Marvels: Letters from an Elder, Part 4


Continuing with excerpts from an upcoming book:


Letter #3, April 5th 1948


Dear Son,


Time? Yes, the big conundrum, one of the hardest things to grasp — and yet, once grasped, so simple as to be inexplicable.

Death brings wisdom on many fronts. Shedding the physical body opens up new dimensions of knowledge, and the being realises that he has been limited and hampered by being in the physical world. But the ‘physical world’ encompasses much more than the images we perhaps first think of when those words come to mind. We tend to think of objects, space and mass; we more often than not leave out the mysterious dimension known as Time.

An analogy may again rescue us here: Time, when it is considered at all, is usually thought of as a line or string, upon which events are threaded, one after the other, in linear fashion. Events which appear ‘earlier’ on the string are naturally, our human perspectives assume, responsible for those which appear ‘later’: if we drop a book upon a table, the letting go of the book obviously precedes its falling to the table; the thump of the book onto the tabletop is the last in an apparent sequence of miniature events. To express this seems to be stating the obvious.

But consider instead a motion picture film. It is made up of frames, each one in itself a still image; each frame is placed so as to create, when played through a projector, the illusion of motion, of Time.
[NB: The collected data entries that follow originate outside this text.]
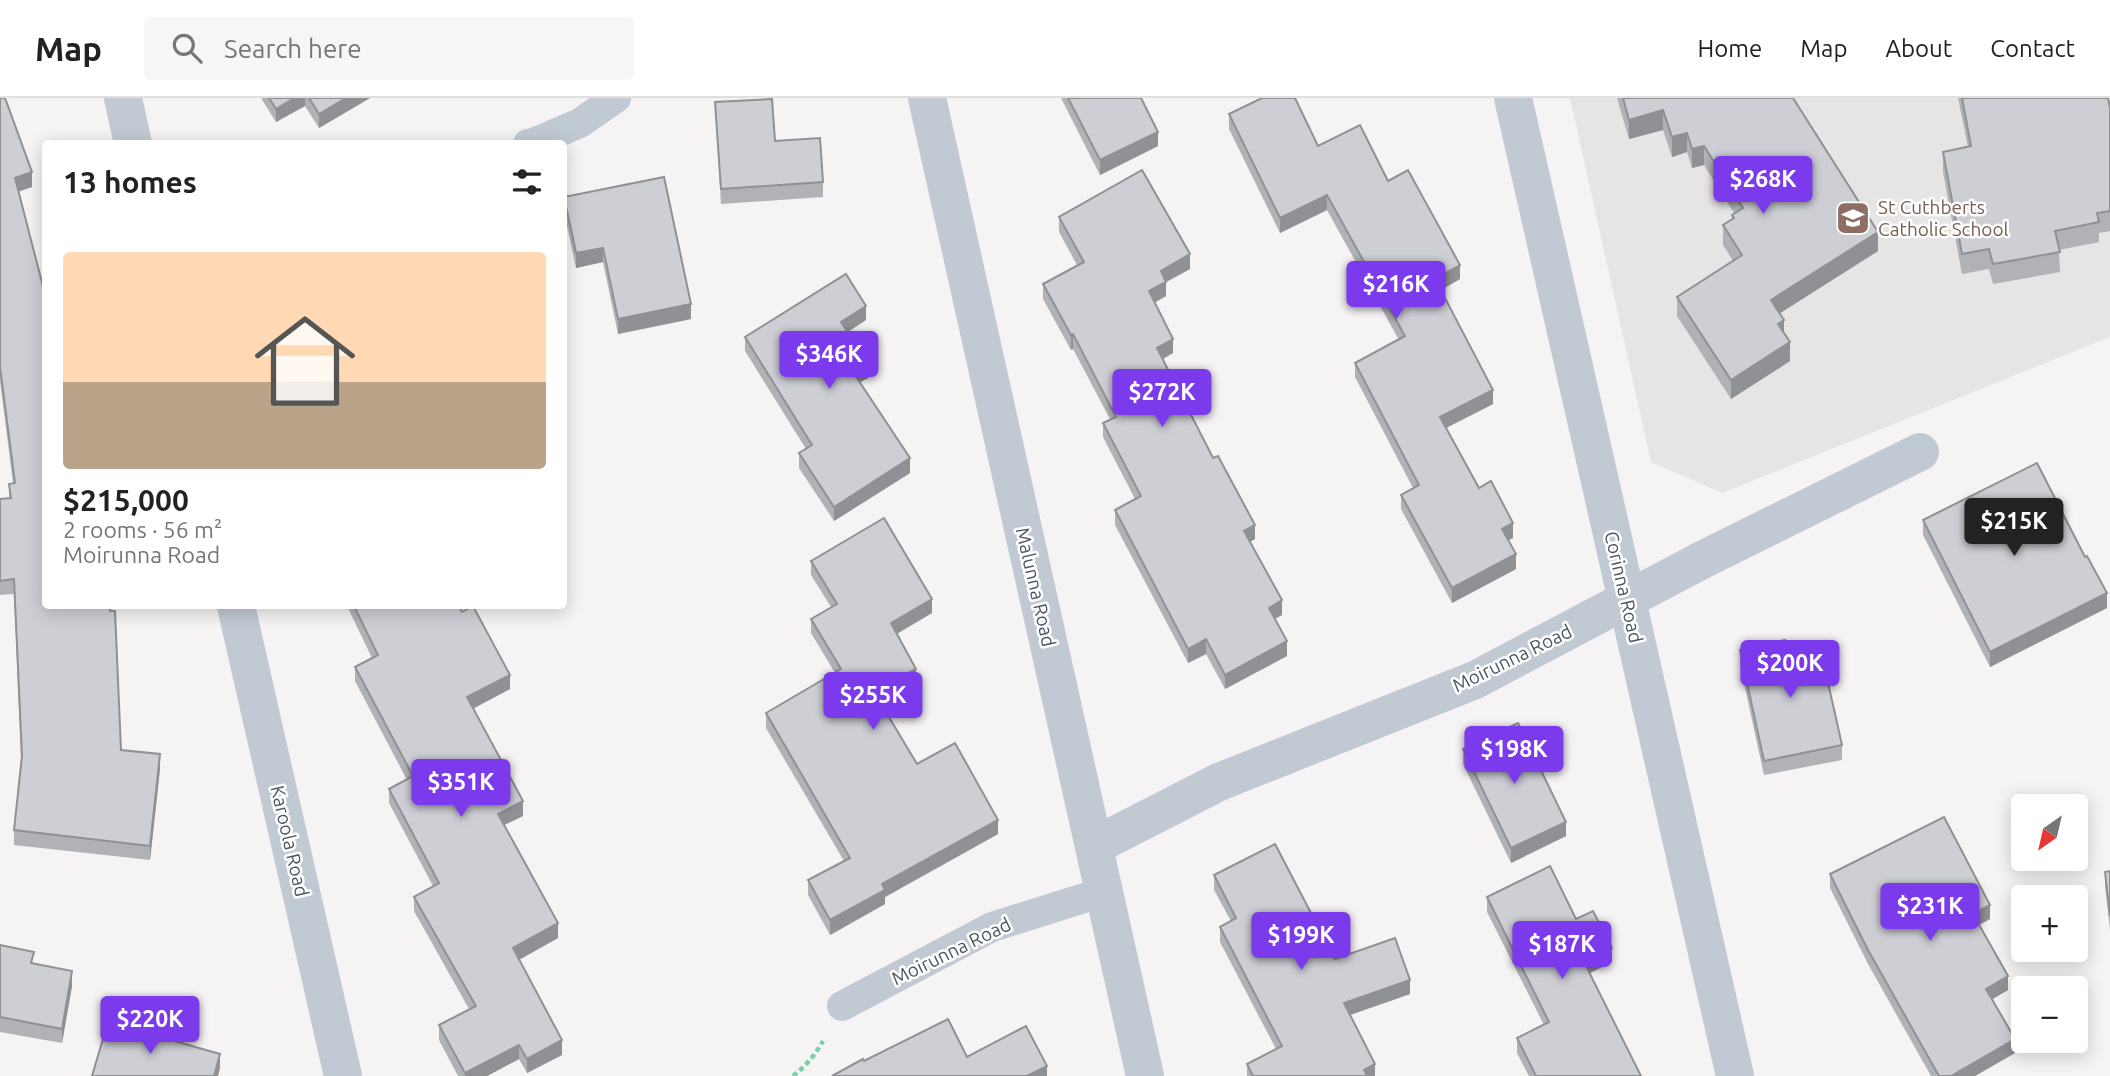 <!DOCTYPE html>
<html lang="en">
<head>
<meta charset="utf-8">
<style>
	:root { --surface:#fff; --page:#f6f6f6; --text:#222; --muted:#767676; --line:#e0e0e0; --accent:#7c3aed }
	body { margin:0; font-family:Ubuntu,sans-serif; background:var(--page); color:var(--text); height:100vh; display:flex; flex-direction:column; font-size:26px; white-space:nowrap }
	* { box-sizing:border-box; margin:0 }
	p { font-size:23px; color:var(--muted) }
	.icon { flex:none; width:38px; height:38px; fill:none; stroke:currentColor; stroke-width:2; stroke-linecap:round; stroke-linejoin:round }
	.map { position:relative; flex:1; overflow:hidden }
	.side { position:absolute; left:42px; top:42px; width:525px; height:469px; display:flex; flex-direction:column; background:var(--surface); border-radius:7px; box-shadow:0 4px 18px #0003 }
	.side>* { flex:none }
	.needle { width:46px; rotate:214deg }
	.controls { position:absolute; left:2011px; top:696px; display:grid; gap:14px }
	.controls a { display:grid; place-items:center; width:77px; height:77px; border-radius:7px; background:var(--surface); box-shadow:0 4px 18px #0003; font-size:35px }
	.price { position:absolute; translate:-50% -60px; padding:0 16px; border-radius:7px; background:var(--accent); color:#fff; font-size:23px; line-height:46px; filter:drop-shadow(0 2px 4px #0008) }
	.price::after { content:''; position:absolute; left:50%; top:42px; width:21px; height:16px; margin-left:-10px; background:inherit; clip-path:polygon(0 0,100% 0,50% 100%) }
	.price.active { background:#222; color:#fff }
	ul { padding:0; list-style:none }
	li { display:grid; align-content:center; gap:14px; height:371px; padding:0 21px }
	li+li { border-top:2px solid var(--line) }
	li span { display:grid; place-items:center; height:217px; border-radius:7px; color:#555 }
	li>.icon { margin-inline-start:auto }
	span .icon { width:126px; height:126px; fill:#fffc; stroke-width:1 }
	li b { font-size:30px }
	h2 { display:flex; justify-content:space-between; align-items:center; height:84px; padding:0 21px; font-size:30px }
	header { display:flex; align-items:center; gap:42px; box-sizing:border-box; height:98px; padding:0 35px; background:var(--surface); border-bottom:2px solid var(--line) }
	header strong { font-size:33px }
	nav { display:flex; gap:38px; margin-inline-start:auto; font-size:24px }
	.search { width:490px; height:63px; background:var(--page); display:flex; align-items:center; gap:18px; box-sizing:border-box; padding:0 24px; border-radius:7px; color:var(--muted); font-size:26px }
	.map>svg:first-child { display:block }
</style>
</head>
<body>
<header>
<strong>Map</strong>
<div class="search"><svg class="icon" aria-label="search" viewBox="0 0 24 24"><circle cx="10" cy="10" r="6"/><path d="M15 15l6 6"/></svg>Search here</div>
<nav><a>Home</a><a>Map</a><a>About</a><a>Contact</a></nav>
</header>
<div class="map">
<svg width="2110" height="978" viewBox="0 0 2110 978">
	<rect width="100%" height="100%" fill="#f5f3f3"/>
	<polygon fill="#e6e4e5" points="1570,0 2110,0 2110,239 1722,395 1651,364"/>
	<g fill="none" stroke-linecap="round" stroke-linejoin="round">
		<path stroke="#7ad0a6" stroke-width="4.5" stroke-dasharray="5 3.5" stroke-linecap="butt" d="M793,978C806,968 815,957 823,943"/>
		<g stroke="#c1cad2" stroke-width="30">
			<polyline points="528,46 533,45 580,25 616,0"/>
			<polyline points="842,908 992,829 1103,794"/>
		</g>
		<g stroke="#c1cad2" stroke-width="38">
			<polyline points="123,0 133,46"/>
			<polyline points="927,0 1145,978"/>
			<polyline points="1513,0 1735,978"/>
			<polyline points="236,508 343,978"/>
			<polyline points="1094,748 1219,684 1475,582 1704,461 1920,354"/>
		</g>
	</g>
	<g fill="#b0b2b7">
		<polygon points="0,0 32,89 18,93 121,652 160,671 150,762 14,747 14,732 21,662 14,496 0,497 0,401 9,400 9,386 13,385 0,283"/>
		<polygon points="261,0 370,0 319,30 305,8 276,24"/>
		<polygon points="1061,0 1141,0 1158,48 1100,77"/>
		<polygon points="1617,0 1793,0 1878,153 1780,215 1790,263 1731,301 1677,218 1677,199 1733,163 1723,147 1723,127 1732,122 1732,117 1734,115 1704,67 1692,70 1687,54 1672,59 1663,32 1629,41"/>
		<polygon points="1958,0 2108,0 2110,10 2110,133 2099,135 2099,144 2059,152 2060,174 1993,186 1989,171 1962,176 1943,74 1943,54 1968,49"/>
		<polygon points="715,4 775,43 823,84 823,99 721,106"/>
		<polygon points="1229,16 1318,48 1388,83 1460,181 1441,192 1493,306 1446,330 1479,390 1513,440 1508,442 1516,471 1452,505 1401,411 1401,397 1413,390 1355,279 1355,265 1399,242 1327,112 1280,135 1229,31"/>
		<polygon points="564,99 691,221 618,236 603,164 576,170 564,114"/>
		<polygon points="1059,119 1190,171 1166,184 1166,198 1155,204 1173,255 1163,261 1255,441 1250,444 1282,517 1275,521 1287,558 1225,591 1206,556 1188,565 1115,427 1115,412 1135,401 1103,339 1103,325 1110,321 1073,251 1071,252 1043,201 1043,186 1077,167 1059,134"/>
		<polygon points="866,222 848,234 868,280 860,284 910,375 834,423 799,370 799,355 806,351 745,253 745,239"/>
		<polygon points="1923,422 2085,459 2107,510 1990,569 1923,437"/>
		<polygon points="811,463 932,515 897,536 916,586 881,605 917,666 998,736 885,799 885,806 830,837 808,797 808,782 844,763 766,630 766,615 835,575 811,535 811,521 831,509 811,477"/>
		<polygon points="347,508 459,508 510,591 473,610 523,718 504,727 558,840 519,862 562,957 527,975 519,961 487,978 458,978 439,942 439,927 469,911 414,813 414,799 433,788 389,705 389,691 407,682 355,583 355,569 372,560"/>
		<polygon points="1740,552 1788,556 1842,647 1842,662 1764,677 1740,567"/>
		<polygon points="1463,651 1566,738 1511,765 1463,666"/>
		<polygon points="2110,773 2110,832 2105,788 2105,774"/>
		<polygon points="1830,776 1990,821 1979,827 2008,892 1992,901 2015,955 1975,978 1931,978 1868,866 1830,790"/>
		<polygon points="1214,777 1335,861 1410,896 1350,917 1375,978 1247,978 1247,966 1276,951 1220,844 1220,829 1231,823 1214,792"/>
		<polygon points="1487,799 1576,821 1612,864 1590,875 1641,978 1529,978 1517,955 1517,940 1544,927 1487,814"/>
		<polygon points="0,847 72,888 62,945 0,934"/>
	</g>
	<g fill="#909195">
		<polygon points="294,0 305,0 305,8 276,24 276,11"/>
		<polygon points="346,0 370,0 319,30 319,16"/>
		<polygon points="1663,12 1663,32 1629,41 1629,22"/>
		<polygon points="1158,34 1158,48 1100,77 1100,62"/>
		<polygon points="1687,35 1687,54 1672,59 1672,39"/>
		<polygon points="1704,48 1704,67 1692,70 1692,51"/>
		<polygon points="32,74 32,89 15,95 15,80"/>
		<polygon points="1327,97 1327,112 1280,135 1280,120"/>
		<polygon points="1878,134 1878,153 1771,221 1771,202"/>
		<polygon points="603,150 603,164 576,170 576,155"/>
		<polygon points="1190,156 1190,171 1166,184 1166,198 1149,208 1149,193 1161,173"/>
		<polygon points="1460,167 1460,181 1435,195 1435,181"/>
		<polygon points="691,206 691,221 618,236 618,221"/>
		<polygon points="866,208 866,222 841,238 841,224"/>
		<polygon points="1784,222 1784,241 1778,226"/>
		<polygon points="1073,236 1073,251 1071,252 1071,237"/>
		<polygon points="1173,241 1173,255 1157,264 1157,250"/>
		<polygon points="1790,244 1790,263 1731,301 1731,282"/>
		<polygon points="868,265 868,280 853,288 853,274"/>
		<polygon points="1493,292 1493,306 1440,333 1440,319"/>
		<polygon points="910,360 910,375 834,423 834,409"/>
		<polygon points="1513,425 1513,440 1502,445 1502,431"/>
		<polygon points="1255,427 1255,441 1244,447 1244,433"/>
		<polygon points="1516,456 1516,471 1452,505 1452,490"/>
		<polygon points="2107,495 2107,510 1990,569 1990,554"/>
		<polygon points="932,501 932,515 891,539 891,525"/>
		<polygon points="1282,502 1282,517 1269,524 1269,510"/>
		<polygon points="1206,541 1206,556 1188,565 1188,551"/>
		<polygon points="1287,543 1287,558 1225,591 1225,577"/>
		<polygon points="916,571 916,586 874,609 874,594"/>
		<polygon points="510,577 510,591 467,614 467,599"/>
		<polygon points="160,656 160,671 150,762 150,748"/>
		<polygon points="523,703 523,718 498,730 498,716"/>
		<polygon points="998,722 998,736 885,799 885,806 830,837 830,822 882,786"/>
		<polygon points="1566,724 1566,738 1511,765 1511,750"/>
		<polygon points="1990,807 1990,821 1973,830 1973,816"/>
		<polygon points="558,825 558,840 513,865 513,850"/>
		<polygon points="1612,850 1612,864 1584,878 1584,864"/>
		<polygon points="72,873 72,888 62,945 62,931"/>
		<polygon points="2008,878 2008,892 1986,905 1986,891"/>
		<polygon points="1410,882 1410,896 1344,919 1344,905"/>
		<polygon points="2015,941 2015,955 1975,978 1951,978"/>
		<polygon points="562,942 562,957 527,975 527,961"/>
		<polygon points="519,947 519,961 487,978 465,978 465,975"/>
		<polygon points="220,956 220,970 218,978 214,978"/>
		<polygon points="1375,966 1375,978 1364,978 1364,972"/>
		<polygon points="1047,968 1047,978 1027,978"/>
	</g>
	<g fill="#cdcfd5" stroke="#909195" stroke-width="2">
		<polygon points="0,0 5,0 32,74 15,80 46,200 46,508 110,508 110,513 115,513 121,652 160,656 150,748 14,732 22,658 14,481 0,483 0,401 11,400 9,386 15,385 0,269"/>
		<polygon points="269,0 294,0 276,11"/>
		<polygon points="309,0 346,0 319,16"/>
		<polygon points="1068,0 1141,0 1158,34 1100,62"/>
		<polygon points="1262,0 1295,0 1318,48 1360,27 1388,83 1408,72 1460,167 1435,181 1493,292 1440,319 1479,390 1491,383 1513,425 1502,431 1516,456 1452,490 1401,397 1419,387 1355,265 1405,238 1327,97 1280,120 1229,16"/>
		<polygon points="1623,0 1793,0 1878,134 1771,202 1784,222 1778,226 1790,244 1731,282 1677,199 1742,157 1723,127 1734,120 1732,117 1743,110 1704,48 1692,51 1687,35 1672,39 1663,12 1629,22"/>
		<polygon points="1962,0 2108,0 2110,10 2110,113 2097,115 2099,124 2055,133 2060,154 1993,166 1989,151 1962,156 1943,54 1971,48"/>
		<polygon points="772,1 775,43 820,40 823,84 721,91 715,4"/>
		<polygon points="1142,72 1190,156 1161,173 1166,184 1149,193 1173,241 1157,250 1213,360 1218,358 1255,427 1244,433 1282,502 1269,510 1287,543 1225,577 1206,541 1188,551 1115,412 1141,398 1103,325 1116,319 1073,236 1071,237 1043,186 1084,164 1059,119"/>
		<polygon points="664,79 691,206 618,221 603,150 576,155 564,99"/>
		<polygon points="846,176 866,208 841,224 868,265 853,274 910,360 834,409 799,355 812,347 745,239"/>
		<polygon points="2037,365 2085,459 2087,458 2107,495 1990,554 1923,422"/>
		<polygon points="884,420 932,501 891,525 916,571 874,594 917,666 955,645 998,722 882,786 885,792 830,822 808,782 850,760 766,615 841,571 811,521 837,506 811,463"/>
		<polygon points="354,508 459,508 462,514 473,508 510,577 467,599 523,703 498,716 558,825 513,850 562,942 527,961 519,947 465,975 439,927 476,908 414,799 439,785 389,691 413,678 355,569 378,557"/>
		<polygon points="1785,542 1788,556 1820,549 1842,647 1764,663 1740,552"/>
		<polygon points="1518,625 1566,724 1511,750 1463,651"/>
		<polygon points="1944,719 1990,807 1973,816 2008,878 1986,891 2015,941 1951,978 1939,978 1868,852 1830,776"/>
		<polygon points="1275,746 1335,861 1395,840 1410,882 1344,905 1375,966 1364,972 1367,978 1253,978 1247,966 1282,948 1220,829 1236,820 1214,777"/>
		<polygon points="1550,768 1576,821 1593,813 1612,850 1584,864 1641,978 1536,978 1517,940 1549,924 1487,799"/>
		<polygon points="2110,773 2110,818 2105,774"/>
		<polygon points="0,847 34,854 31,865 72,873 62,931 0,919"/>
		<polygon points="948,921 967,959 1026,928 1047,968 1027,978 832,978 863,961 864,963"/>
		<polygon points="108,924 220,956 214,978 92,978"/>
	</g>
	<defs>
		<g id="school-square" transform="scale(1.75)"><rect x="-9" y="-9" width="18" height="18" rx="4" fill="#8d6e63" stroke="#fff"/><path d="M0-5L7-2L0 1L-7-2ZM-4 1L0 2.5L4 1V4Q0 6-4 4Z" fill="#fff"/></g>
	</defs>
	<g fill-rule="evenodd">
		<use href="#school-square" x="1853" y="120"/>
	</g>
	<g text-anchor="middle" stroke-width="5" stroke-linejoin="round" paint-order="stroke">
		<g font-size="19" fill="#785e54" stroke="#fff" text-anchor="start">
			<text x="1878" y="116">St Cuthberts<tspan x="1878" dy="22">Catholic School</tspan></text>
		</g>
		<g font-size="19" fill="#4a5661" stroke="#fff">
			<text transform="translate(1036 489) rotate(77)" y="7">Malunna Road</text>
			<text transform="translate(1624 489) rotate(77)" y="7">Corinna Road</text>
			<text transform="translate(1512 560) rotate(-26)" y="7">Moirunna Road</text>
			<text transform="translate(290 743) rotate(77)" y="7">Karoola Road</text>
			<text transform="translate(951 853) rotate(-26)" y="7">Moirunna Road</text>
		</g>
	</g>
</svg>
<div class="controls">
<a><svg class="needle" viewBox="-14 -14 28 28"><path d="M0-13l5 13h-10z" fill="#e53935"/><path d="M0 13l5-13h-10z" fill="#767676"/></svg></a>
<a>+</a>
<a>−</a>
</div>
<b class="price" style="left:1763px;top:118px">$268K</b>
<b class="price" style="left:1396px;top:223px">$216K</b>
<b class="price" style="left:829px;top:293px">$346K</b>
<b class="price" style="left:1162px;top:331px">$272K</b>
<b class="price active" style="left:2014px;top:460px">$215K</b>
<b class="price" style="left:1790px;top:602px">$200K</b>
<b class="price" style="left:873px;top:634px">$255K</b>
<b class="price" style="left:1514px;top:688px">$198K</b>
<b class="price" style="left:461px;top:721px">$351K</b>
<b class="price" style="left:1930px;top:845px">$231K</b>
<b class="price" style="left:1301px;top:874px">$199K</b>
<b class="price" style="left:1562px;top:883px">$187K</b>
<b class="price" style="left:150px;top:958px">$220K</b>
<section class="side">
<h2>13 homes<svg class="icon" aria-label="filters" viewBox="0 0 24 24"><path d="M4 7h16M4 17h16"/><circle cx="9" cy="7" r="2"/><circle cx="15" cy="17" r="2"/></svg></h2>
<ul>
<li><span style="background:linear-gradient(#ffd9b3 60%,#b9a48a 0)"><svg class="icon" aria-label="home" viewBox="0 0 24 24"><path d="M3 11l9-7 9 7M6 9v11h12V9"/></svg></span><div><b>$215,000</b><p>2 rooms · 56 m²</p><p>Moirunna Road</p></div></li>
</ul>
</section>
</div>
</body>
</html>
If we had filmed the dropping of our book, we would have a collection of still pictures, which, played in a particular sequence, would present the scene of a book being released and falling to a tabletop. But each frame could also be considered as an item in itself: the holding of the book, the moment of its release, its falling, and its impact. A film editor, removed from the mechanics of the scene, has the leisure to consider each frame as itself, and in any order he chooses; he may, in fact, reverse the frames so as to give the illusion of a book floating upwards into someone’s hand, or scramble the images to create a chaotic effect. Or he may just ponder each image as itself, motionless and timeless.

Had he several such strips of film spread out around him, he might take his time ruminating over them all, and perhaps splice some together or separate some images out from them. He might choose to linger over some films, watching them again and again; he might select certain bits to edit out and discard. In short, he would have time of a different sort at his disposal: not caught up in the playing of any of the scenes, he would be free to consider them from different angles, on his own schedule.

This is not a perfect analogy, but it is close: you, the being, freed by departure from the body from the linear flow of what you call Time, have the leisure of the film editor to review and consider what you have recorded. In addition to a visual record, though, your film has all the senses and more: every emotional nuance, every auditory whisper, every scent, every touch, all captured to be experienced time and time again if so desired.

It might perhaps be useful to consider Time as not just the linear ‘flow’ that we imagine from an earthly perspective, but as a variety of experiences. We begin at the point of total effect, caught up blindly and powerlessly in a stream of events which rush onward to who knows where; but there are states of mind outside that remorseless flow, altered slightly by the types of things in which we are engaged: ‘Time flies when you’re enjoying yourself’ is a truism which tries to express one of them, but it is also noticeable that Time seems subjectively different when one has a day in which one has accomplished a variety of different actions, as though the day has stretched to allow such accomplishments. Time often also noticeably slows when one is involved in something tedious and unwanted, like waiting for a bus or enduring a boring lesson. Rarer and more extreme, though, at mortal level, would be a condition in which Time appeared to slow or speed up at our conscious bidding; and at the other end of the spectrum from the ‘stream’ of Time would be the ‘pool’ of Time where all is still, in which in some unfathomable way the individual might be able to ponder the waters and perhaps muse upon his reflection for as long as he wishes. Such ‘timelessness’ — by which we mean the experience of Time without the ‘flow’ aspect — is referred to poetically as Eternity. The mortal mind, caught up in the casing of a physical body which is very much subject to Time’s flow, like a canoe rushing over rapids, finds this hard to grasp — the ‘flow’ of Time is such a fundamental feature of human life that it is difficult to envisage a condition in which it is variable or non-existent.

Sometimes a person can have a dream, though, which seems to last for hours but which, according to the ticking clock upon waking, has only lasted a minute or two. Time, categorised by us as an external experience when we are mortal, slips out of its objective clothing after the departure of the body, and becomes more elusive, subjective, adaptable. One might spend an age in Heaven, but return to Earth only a moment later; one might spend a lifetime upon Earth, only to find oneself returning to Heaven in the same breath.